**Dataset content**
# # # # #

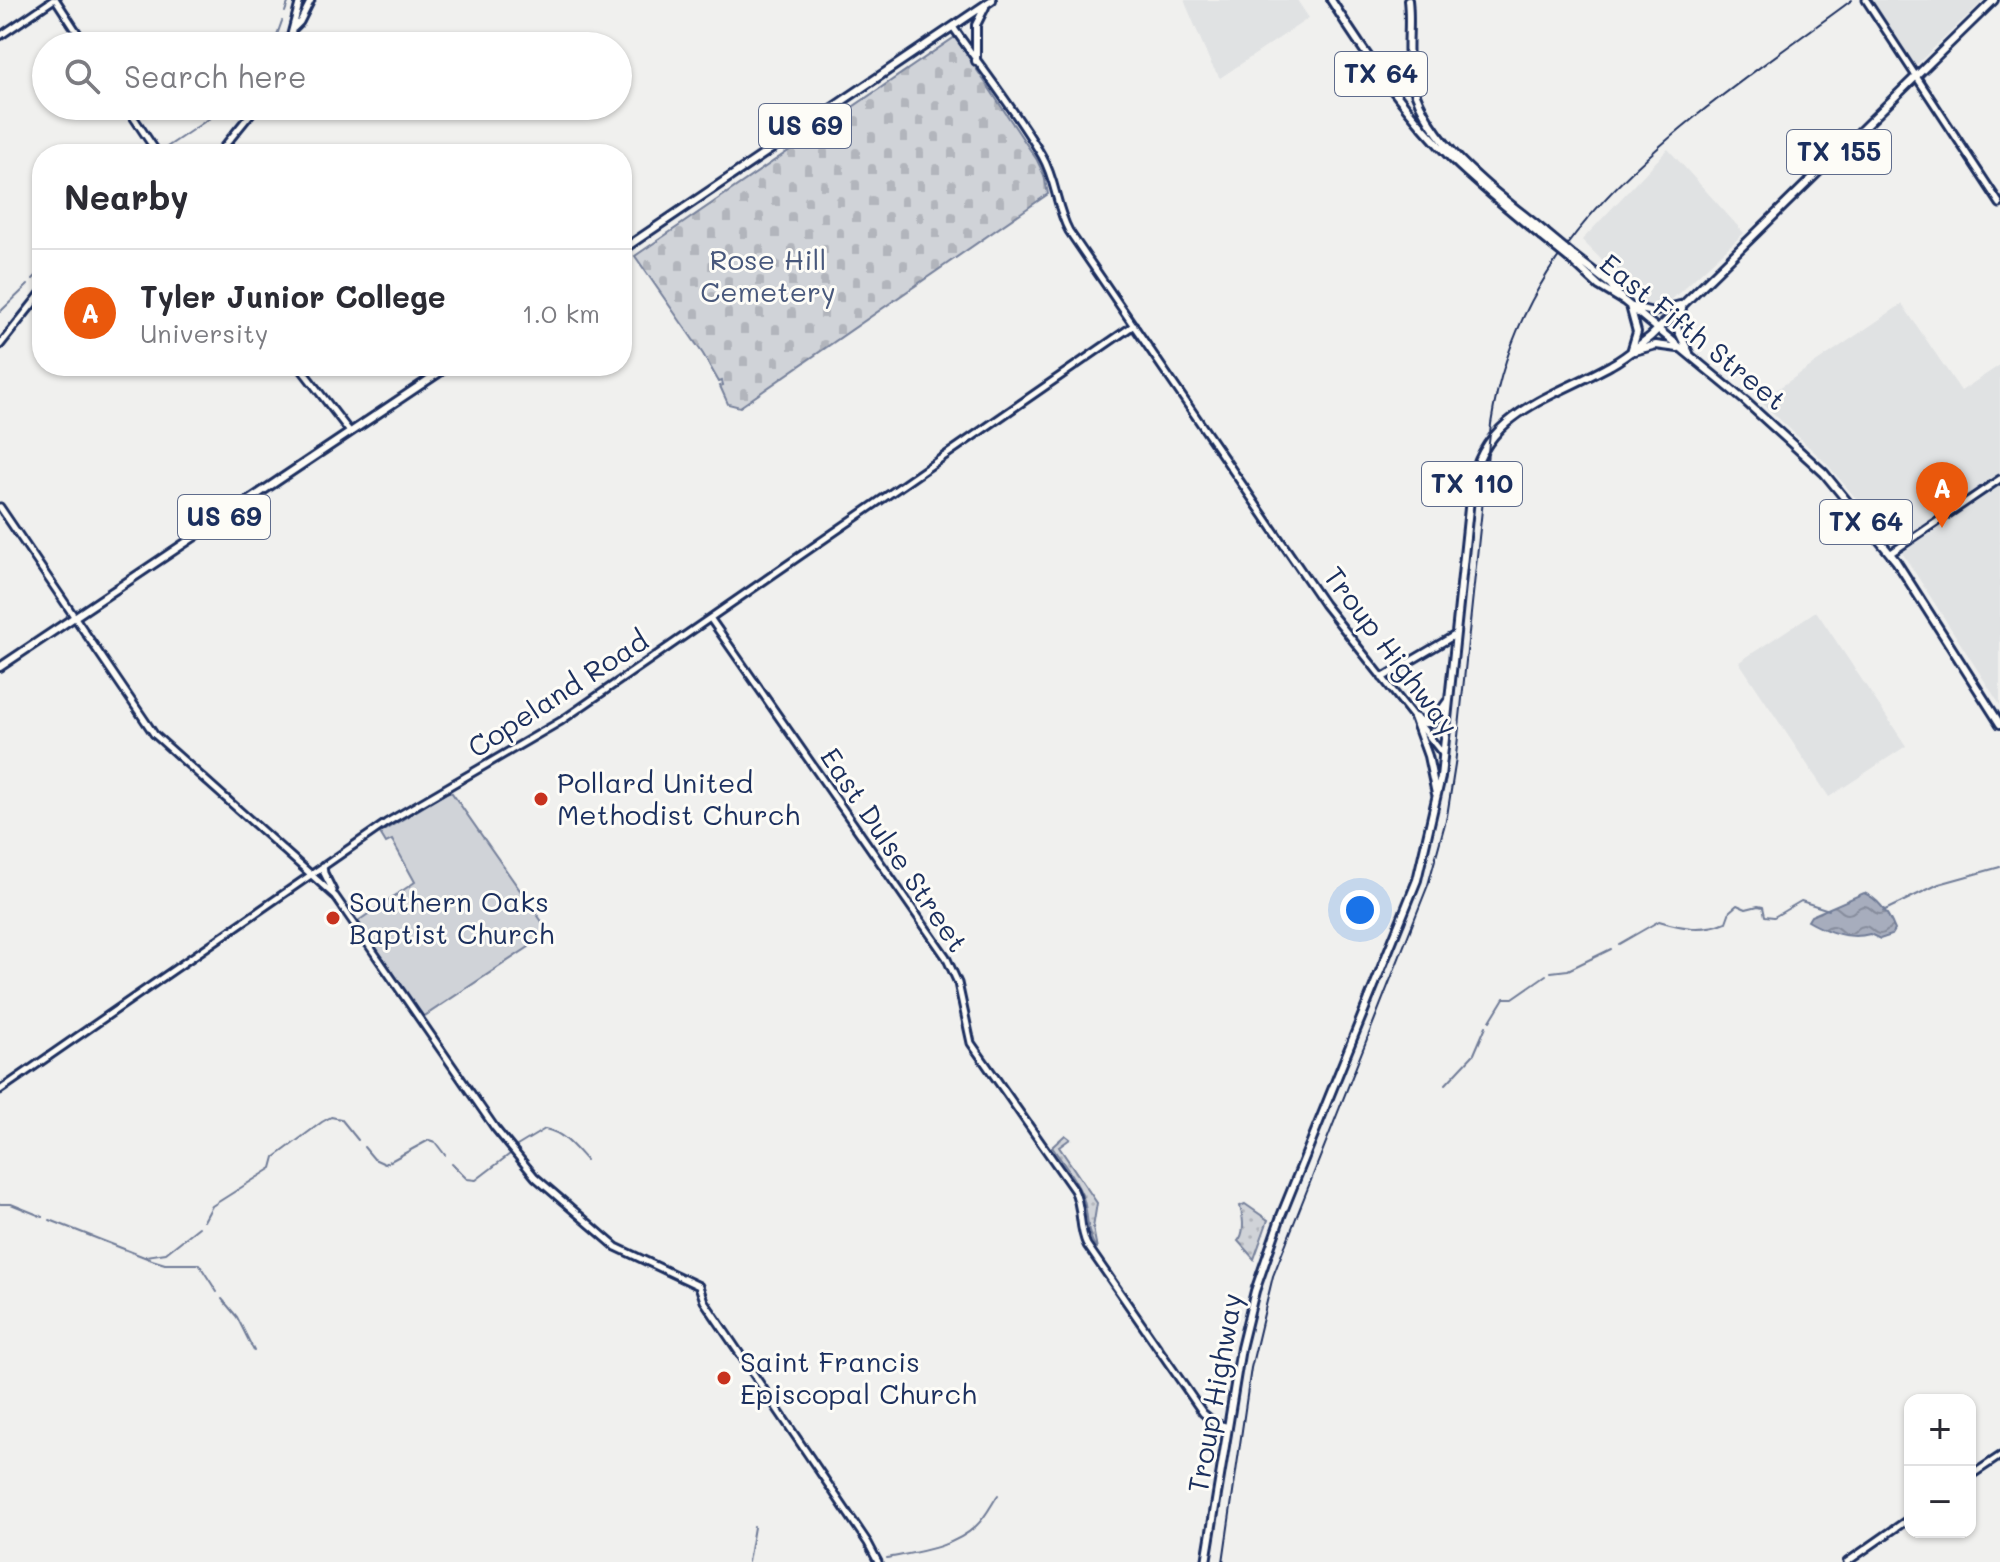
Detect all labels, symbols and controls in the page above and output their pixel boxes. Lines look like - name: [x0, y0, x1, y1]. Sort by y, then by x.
- search box: [32, 32, 632, 120]
- road number: TX 64: [1335, 52, 1427, 96]
- icon: search: [60, 54, 104, 98]
- text: Search here: [124, 56, 307, 96]
- road number: US 69: [759, 104, 851, 148]
- road number: TX 155: [1787, 130, 1891, 174]
- text: Nearby: [64, 174, 189, 219]
- park label: Rose Hill Cemetery: [700, 241, 836, 309]
- street label: East Fifth Street: [1593, 245, 1794, 417]
- text: Tyler Junior College: [140, 276, 446, 316]
- text: A: [81, 296, 99, 330]
- text: 1.0 km: [522, 296, 600, 330]
- text: University: [140, 316, 268, 350]
- road number: TX 110: [1422, 462, 1522, 506]
- pin: A: [1916, 462, 1968, 528]
- road number: US 69: [178, 495, 270, 539]
- road number: TX 64: [1820, 500, 1912, 544]
- street label: Troup Highway: [1317, 559, 1467, 742]
- street label: Copeland Road: [461, 622, 654, 765]
- street label: East Dulse Street: [813, 740, 977, 959]
- place label: Pollard United Methodist Church: [557, 764, 800, 832]
- marker: Pollard United Methodist Church: [532, 790, 550, 808]
- place label: Southern Oaks Baptist Church: [349, 883, 554, 951]
- your location: [1340, 890, 1380, 930]
- marker: Southern Oaks Baptist Church: [324, 909, 342, 927]
- street label: Troup Highway: [1179, 1290, 1249, 1496]
- place label: Saint Francis Episcopal Church: [740, 1343, 977, 1411]
- marker: Saint Francis Episcopal Church: [715, 1369, 733, 1387]
- map controls: [1904, 1394, 1976, 1538]
- button: +: [1904, 1394, 1976, 1466]
- button: −: [1904, 1466, 1976, 1538]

# # # # #

**What you should do**
Leaving out the pictures, output the listing above exactly as given.

**Output**
Detect all labels, symbols and controls in the page above and output their pixel boxes. Lines look like - name: [x0, y0, x1, y1]. Sort by y, then by x.
- search box: [32, 32, 632, 120]
- road number: TX 64: [1335, 52, 1427, 96]
- icon: search: [60, 54, 104, 98]
- text: Search here: [124, 56, 307, 96]
- road number: US 69: [759, 104, 851, 148]
- road number: TX 155: [1787, 130, 1891, 174]
- text: Nearby: [64, 174, 189, 219]
- park label: Rose Hill Cemetery: [700, 241, 836, 309]
- street label: East Fifth Street: [1593, 245, 1794, 417]
- text: Tyler Junior College: [140, 276, 446, 316]
- text: A: [81, 296, 99, 330]
- text: 1.0 km: [522, 296, 600, 330]
- text: University: [140, 316, 268, 350]
- road number: TX 110: [1422, 462, 1522, 506]
- pin: A: [1916, 462, 1968, 528]
- road number: US 69: [178, 495, 270, 539]
- road number: TX 64: [1820, 500, 1912, 544]
- street label: Troup Highway: [1317, 559, 1467, 742]
- street label: Copeland Road: [461, 622, 654, 765]
- street label: East Dulse Street: [813, 740, 977, 959]
- place label: Pollard United Methodist Church: [557, 764, 800, 832]
- marker: Pollard United Methodist Church: [532, 790, 550, 808]
- place label: Southern Oaks Baptist Church: [349, 883, 554, 951]
- your location: [1340, 890, 1380, 930]
- marker: Southern Oaks Baptist Church: [324, 909, 342, 927]
- street label: Troup Highway: [1179, 1290, 1249, 1496]
- place label: Saint Francis Episcopal Church: [740, 1343, 977, 1411]
- marker: Saint Francis Episcopal Church: [715, 1369, 733, 1387]
- map controls: [1904, 1394, 1976, 1538]
- button: +: [1904, 1394, 1976, 1466]
- button: −: [1904, 1466, 1976, 1538]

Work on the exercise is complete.